Roberto empezó a odiar las navidades y a los Reyes Magos. Nunca le traían lo que él pedía, y no sabía porqué. La condición para que los magos de Oriente se portaran bien con los niños era, de la misma manera, que los niños se portaran bien con sus padres, que hicieran los deberes del colegio, y que ayudaran a mamá y a papá a poner la mesa todos los días para comer y para cenar. Y habiendo cumplido con todas estas condiciones religiosamente, nunca había obtenido lo que quería. Pero Roberto también empezó a odiar los cumpleaños, las fiestas, y cualquier tipo de evento donde la gente debiera hacerle presentes que no eran de su agrado. Todos estos acontecimientos hicieron que el niño generara dentro suyo un sentimiento de envidia hacia su hermana que poco a poco fue haciéndose mayor, hasta que con la edad de trece años casi ni le dirigía la palabra. Por aquella época, el niño que soñaba con muñecas ya entraba en la dura etapa de la adolescencia. Ya sabía que no existían los Reyes Magos ni el Ratoncito Pérez, aunque no le importó en absoluto el día en que sus padres se lo confesaron –o mejor, se lo confirmaron-, pues en realidad para él nunca habían existido (si la existencia de esos seres maravillosos tenía que ver con la aportación de felicidad a los niños y niñas, era lógico que en lo profundo de aquel niño se hubiese creado aquella pared de hormigón, rígida y obstaculizante, que desde hacía mucho tiempo impedía la filtración de cualquier posibilidad de creer en la magia de aquellos seres).

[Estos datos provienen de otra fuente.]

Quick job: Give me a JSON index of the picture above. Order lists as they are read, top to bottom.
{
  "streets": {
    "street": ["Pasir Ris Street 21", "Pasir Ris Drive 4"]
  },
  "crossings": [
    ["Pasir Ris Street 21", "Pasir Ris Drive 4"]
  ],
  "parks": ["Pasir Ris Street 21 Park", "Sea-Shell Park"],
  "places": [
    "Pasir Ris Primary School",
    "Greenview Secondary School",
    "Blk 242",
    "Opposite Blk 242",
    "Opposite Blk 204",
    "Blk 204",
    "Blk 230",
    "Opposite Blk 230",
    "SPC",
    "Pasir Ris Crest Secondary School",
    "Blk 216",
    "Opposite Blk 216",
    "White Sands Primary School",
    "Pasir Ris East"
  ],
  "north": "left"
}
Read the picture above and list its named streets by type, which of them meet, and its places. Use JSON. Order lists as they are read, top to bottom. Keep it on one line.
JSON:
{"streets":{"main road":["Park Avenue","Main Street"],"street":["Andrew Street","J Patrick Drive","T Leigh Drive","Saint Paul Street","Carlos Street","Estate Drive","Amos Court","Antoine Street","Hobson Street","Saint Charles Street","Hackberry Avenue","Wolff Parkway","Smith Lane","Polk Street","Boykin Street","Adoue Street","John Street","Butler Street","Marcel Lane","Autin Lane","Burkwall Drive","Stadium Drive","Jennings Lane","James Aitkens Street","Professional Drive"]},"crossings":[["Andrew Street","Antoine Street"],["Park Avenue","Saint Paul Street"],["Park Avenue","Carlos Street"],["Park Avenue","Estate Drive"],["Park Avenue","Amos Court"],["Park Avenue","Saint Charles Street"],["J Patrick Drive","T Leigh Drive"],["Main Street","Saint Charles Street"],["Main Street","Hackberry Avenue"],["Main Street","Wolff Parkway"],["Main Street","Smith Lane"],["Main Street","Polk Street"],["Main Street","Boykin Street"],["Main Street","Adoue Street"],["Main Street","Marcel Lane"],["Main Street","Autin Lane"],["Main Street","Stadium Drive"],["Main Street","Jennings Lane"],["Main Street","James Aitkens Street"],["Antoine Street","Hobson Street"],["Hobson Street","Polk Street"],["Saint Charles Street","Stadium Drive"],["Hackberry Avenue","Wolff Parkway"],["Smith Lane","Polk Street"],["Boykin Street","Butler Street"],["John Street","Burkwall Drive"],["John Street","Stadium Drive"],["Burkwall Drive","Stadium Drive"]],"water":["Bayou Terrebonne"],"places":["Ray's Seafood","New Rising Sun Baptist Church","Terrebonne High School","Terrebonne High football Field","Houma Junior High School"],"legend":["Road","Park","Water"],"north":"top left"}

Pero volviendo a la confesión de sus padres, y recordando que a Roberto no le importó la inexistencia de ciertos allanadores de morada, el niño incubó en sus adentros una gran rabia provocada por el hecho de que sus padres, con toda la tranquilidad del mundo, le aseguraran que eran ellos y no otros, los que dejaban los regalos debajo del árbol de navidad, o los que entraban a escondidas a su habitación, retiraban el diente de la mesita de noche y en su lugar colocaban algún juguete musculitos o un videojuego de deportes. Eran ellos, perfectamente conocedores de sus gustos, y no cualquier otro desconocido –a los que, sin remedio alguno, debía poner cara de agradecimiento- quienes lo rodeaban de cosas y elementos que constituían la consecuencia de pertenecer a un prototipo de grupo del que el niño no se sentía partícipe.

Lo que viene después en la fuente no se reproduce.